DISCUSSION
The present prospective observational study of 70 patients aged ≥ 65
years undergoing elective inguinal hernia repair demonstrated a
significant burden of early POCD. To our knowledge, the literature on
POCD is generally concentrated on cardiovascular and orthopedic surgery,
and there are only a few articles on minor surgeries, which constitute
the majority of cases5,6,10,11. In a sample of 30
patients who underwent cystoscopy or hysteroscopy, Rohan et al. reported
that POCD was present in 47% of patients who received propofol and 47%
of patients who received sevoflurane11. In our
observational study involving 70 patients, the incidence of early POCD
was similar between the general and spinal anesthesia groups (31.9% and
34.7%, respectively, with p = 0.810), with an overall incidence of
32.9%.
Current evidence in the literature shows that there is no long-term
cognitive impairment attributable to surgery and
anesthesia18,19 . However, considering that, in the
early postoperative period, POCD may adversely affect quality of life
and patient outcomes, it can be assumed that cognitive screening via
neuropsychiatric tests is important both for elderly patients’ outcomes
and hospital costs9 .
Although many neuropsychiatric tests with different advantages have been
previously used for cognitive screening, it is unclear which of them is
more effective in screening for POCD. In agreement with the current
literature15-17, our study showed that the MoCA test
could detect cognitive decline in both the general and spinal anesthesia
groups, while the MMSE test only in the general anesthesia group.

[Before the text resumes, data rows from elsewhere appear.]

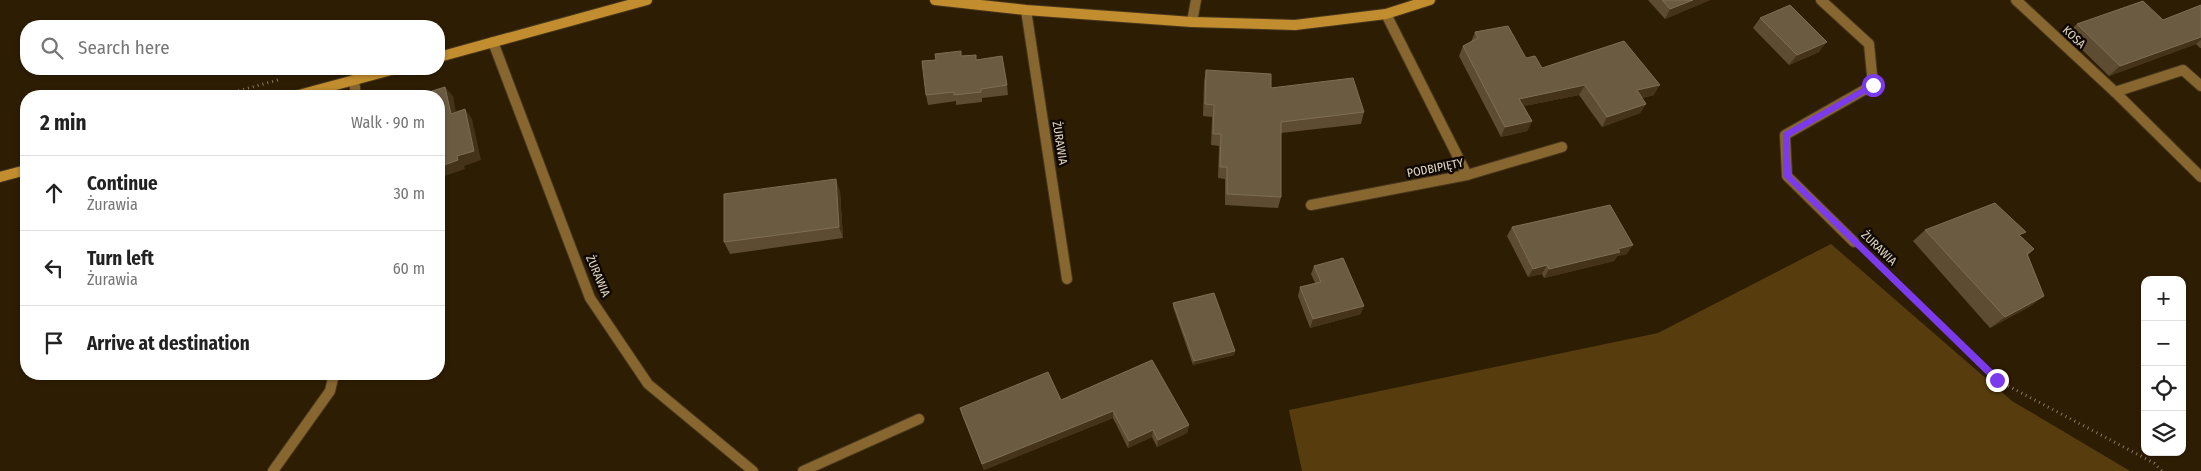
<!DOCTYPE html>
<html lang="en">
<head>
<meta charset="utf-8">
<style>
	:root { --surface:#fff; --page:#f6f6f6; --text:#222; --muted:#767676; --line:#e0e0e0 }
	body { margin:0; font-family:"Fira Sans Condensed",sans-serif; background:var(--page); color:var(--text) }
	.controls { position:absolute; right:15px; bottom:15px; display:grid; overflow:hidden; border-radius:10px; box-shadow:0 1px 4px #0004 }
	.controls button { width:45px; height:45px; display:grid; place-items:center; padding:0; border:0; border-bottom:1px solid var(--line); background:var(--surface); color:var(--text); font:25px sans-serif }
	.stop { position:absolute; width:15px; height:15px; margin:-11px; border:4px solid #7c3aed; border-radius:50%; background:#fff }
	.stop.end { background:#7c3aed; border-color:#fff; box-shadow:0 1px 5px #0008 }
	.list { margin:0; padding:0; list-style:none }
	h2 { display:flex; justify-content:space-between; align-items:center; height:65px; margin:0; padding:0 20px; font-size:21px }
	h2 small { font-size:16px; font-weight:400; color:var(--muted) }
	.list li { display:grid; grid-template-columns:32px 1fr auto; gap:15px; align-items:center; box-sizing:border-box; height:75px; padding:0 20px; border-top:1px solid var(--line) }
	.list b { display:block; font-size:19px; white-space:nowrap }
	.list p { margin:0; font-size:16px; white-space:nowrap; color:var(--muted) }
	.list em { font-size:16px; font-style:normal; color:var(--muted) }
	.icon { flex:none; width:28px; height:28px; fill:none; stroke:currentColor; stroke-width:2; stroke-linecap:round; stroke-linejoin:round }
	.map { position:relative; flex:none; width:2201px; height:471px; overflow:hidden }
	.search { position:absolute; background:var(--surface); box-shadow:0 1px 4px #0004; left:20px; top:20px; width:425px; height:55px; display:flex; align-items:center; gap:12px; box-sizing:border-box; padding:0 18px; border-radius:20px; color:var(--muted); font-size:19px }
	.panel { position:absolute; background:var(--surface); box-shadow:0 1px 4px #0004; left:20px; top:90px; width:425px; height:290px; border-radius:20px }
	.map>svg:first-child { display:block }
</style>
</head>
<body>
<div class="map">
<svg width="2201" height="471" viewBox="0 0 2201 471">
	<rect width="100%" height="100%" fill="#2d1d02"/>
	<polygon fill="#573d0e" points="1831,244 2012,401 2130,471 1302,471 1289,410 1658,333"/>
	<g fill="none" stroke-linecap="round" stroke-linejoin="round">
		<g stroke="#46371e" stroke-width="12">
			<polyline id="lane" points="1192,22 1196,0"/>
		</g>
		<g stroke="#46371e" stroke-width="12">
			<g id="street">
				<polyline points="1821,0 1869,44 1873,85 1785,135 1787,176 1854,242"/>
				<polyline points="2016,0 2115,92 2201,177"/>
				<polyline points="1026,10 1067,279"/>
				<polyline points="1386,14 1467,175"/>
				<polyline points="493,42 590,298 648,384 753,471"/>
				<polyline points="354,80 356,96"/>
				<polyline points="2115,92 2183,70 2201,86"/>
				<polyline points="1311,205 1467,175 1562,147"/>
				<polyline points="273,471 330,391 334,374"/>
				<polyline points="803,471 919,419"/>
			</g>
		</g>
		<g stroke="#46371e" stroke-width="12">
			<g id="secondary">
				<polyline points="935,0 1026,10 1192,22 1295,25 1386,14 1430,0"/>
				<polyline points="439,57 647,0"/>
				<polyline points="295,96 395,69"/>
				<polyline points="0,177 26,170"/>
			</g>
		</g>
		<g stroke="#867964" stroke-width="3" stroke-dasharray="1 4" stroke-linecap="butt">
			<polyline points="219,96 278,80"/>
			<polyline points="1869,257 1997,380 2154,463 2162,471"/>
		</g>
		<use href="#lane" stroke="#876630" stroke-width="10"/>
		<use href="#street" stroke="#876630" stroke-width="10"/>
		<use href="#secondary" stroke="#c18d2e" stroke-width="10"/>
	</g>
	<g fill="#5d4c31">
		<polygon points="1648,0 1710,0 1665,19"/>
		<polygon points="2201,5 2201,48 2200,48 2196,44 2109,76 2066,34 2077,24 2163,20"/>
		<polygon points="1760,18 1819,52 1789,65 1753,28"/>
		<polygon points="1475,32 1526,58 1542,68 1654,95 1642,98 1646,104 1640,113 1602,127 1579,95 1524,106 1532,121 1527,131 1501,137 1459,56 1463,46 1471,42"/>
		<polygon points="961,56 976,60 1007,85 1008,95 982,98 982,102 956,105 956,101 928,105 926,95"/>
		<polygon points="1206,70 1271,88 1364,112 1361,124 1281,133 1281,197 1278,208 1225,205 1225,179 1218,178 1219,146 1211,145 1212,117 1203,116 1204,82"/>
		<polygon points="840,191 843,238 730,254 724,242"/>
		<polygon points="1512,227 1627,254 1617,256 1614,261 1544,278 1542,274 1528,277 1507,236"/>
		<polygon points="1925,230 2021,236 2034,249 2028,255 2044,296 2029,307 1990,328 1913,241"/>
		<polygon points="1314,266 1361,314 1310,328 1298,296 1300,287 1315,283 1311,274"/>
		<polygon points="1173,303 1235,351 1234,355 1193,365 1173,307"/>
		<polygon points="1061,400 1189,425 1187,433 1157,447 1152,437 1128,448 1113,418 984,470 962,415 960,408"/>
	</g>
	<g fill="#443318">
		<polygon points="1693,0 1710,0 1665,19 1670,9"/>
		<polygon points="2201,37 2201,40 2196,44 2109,76 2120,66"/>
		<polygon points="1827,42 1819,52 1789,65 1797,55"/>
		<polygon points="1585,85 1579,95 1515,108 1519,99"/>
		<polygon points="1660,85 1654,95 1631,100 1637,90"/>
		<polygon points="445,87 453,96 458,123 451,114"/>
		<polygon points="1646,104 1640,113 1602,127 1607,117"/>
		<polygon points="465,109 472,119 481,160 464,166 465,169 439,178 439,167 457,156"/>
		<polygon points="1532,121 1527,131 1501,137 1505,127"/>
		<polygon points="836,179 840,191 843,238 839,227"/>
		<polygon points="1633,245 1627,254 1617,256 1614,261 1544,278 1549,269 1618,249"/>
		<polygon points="1547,265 1542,274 1528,277 1533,269"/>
		<polygon points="2044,296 2029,307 1990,328 2005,317"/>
		<polygon points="1364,306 1361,314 1310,328 1313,319"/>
		<polygon points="1235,351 1234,355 1193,365 1194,361"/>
		<polygon points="1113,411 1113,418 984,470 982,464"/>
		<polygon points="1189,425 1187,433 1157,447 1158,440"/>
		<polygon points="1153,430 1152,437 1128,448 1129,441"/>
	</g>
	<g fill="#6b5b41" stroke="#7e6e56">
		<polygon points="1662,0 1693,0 1670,9"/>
		<polygon points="2143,1 2163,20 2201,5 2201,37 2120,66 2077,24"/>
		<polygon points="1790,5 1827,42 1797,55 1760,18"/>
		<polygon points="1508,26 1526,58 1535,56 1542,68 1624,41 1660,85 1637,90 1646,104 1607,117 1585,85 1519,99 1532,121 1505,127 1463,46 1478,38 1475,32"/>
		<polygon points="961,51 961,56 976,55 976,60 1002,56 1007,85 981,89 981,92 954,95 954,92 926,95 922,61 936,60 935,54"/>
		<polygon points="1206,70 1271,74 1271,88 1353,78 1364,112 1281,122 1281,197 1227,194 1227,167 1220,167 1221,134 1213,134 1214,105 1205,104"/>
		<polygon points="445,87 451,114 465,109 474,151 457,156 458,160 439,167 439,96 416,96"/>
		<polygon points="836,179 839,227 724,242 724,194"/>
		<polygon points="1995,203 2026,232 2019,235 2034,249 2027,254 2044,296 2005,317 1925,230"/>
		<polygon points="1610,205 1633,245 1618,249 1620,252 1549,269 1547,265 1533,269 1512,227"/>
		<polygon points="1343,258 1364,306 1313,319 1300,287 1321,282 1314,266"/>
		<polygon points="1214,293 1235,351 1194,361 1173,303"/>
		<polygon points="1152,360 1189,425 1158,440 1153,430 1129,441 1113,411 982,464 960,408 1048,372 1061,400"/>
	</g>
	<polygon fill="#7c3aed" points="1873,82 1876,83 1876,87 1789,137 1791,175 2000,377 2000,382 1994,382 1783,176 1783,133"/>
	<g text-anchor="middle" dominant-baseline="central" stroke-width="5" stroke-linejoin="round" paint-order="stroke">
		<g font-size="12" fill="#e1d6c7" stroke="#100902">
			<text transform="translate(2074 37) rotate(43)">KOSA</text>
			<text transform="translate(1060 143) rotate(81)">ŻURAWIA</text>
			<text transform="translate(1435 168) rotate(-11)">PODBIPIĘTY</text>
			<text transform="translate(1879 248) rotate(44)">ŻURAWIA</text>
			<text transform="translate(598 276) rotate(67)">ŻURAWIA</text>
		</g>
	</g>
</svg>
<div class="controls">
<button>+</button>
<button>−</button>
<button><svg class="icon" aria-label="locate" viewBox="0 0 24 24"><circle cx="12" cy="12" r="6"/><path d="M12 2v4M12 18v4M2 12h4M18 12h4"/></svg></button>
<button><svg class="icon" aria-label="layers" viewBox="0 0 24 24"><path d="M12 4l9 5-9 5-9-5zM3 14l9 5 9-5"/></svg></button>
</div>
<div class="stop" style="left:1873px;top:85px"></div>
<div class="stop end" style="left:1997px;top:380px"></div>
<div class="search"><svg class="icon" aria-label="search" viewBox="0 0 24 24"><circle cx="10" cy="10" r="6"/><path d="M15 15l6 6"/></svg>Search here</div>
<section class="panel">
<h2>2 min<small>Walk · 90 m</small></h2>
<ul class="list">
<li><svg class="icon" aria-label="ahead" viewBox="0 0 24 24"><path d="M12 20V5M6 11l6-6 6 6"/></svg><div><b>Continue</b><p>Żurawia</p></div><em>30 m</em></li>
<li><svg class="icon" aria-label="left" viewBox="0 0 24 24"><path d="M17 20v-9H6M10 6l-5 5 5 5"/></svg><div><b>Turn left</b><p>Żurawia</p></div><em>60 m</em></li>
<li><svg class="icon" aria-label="arrive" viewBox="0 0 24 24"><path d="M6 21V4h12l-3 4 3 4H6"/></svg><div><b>Arrive at destination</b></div></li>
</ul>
</section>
</div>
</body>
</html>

When we examined the demographic characteristics of the patients with
and without POCD, the anesthesia method used, duration of operation, and
laboratory results, we could not find any differences between the
groups. Similar results have been obtained in the literature, where no
variation was observed for different intraoperative anesthesia
techniques in patients with POCD 20. The reason for
not being able to determine the factors causing POCD may be due to the
limitations of our study, enumerated as follows.
First, the influence of characteristics such as anxiety and
sociocultural levels, which may have affected the cognitive functions of
the patients, was not investigated, as we focused on medical features
such as laboratory results, comorbidities, and the anesthesia method
used. However, preoperative anxiety and low educational attainment have
been reported to be associated with an increased risk of decline in
executive function21 . Second, the pain levels of the
patients were not determined. Postoperative pain is a modifiable factor
that has been shown to be associated with delirium and cognitive decline20.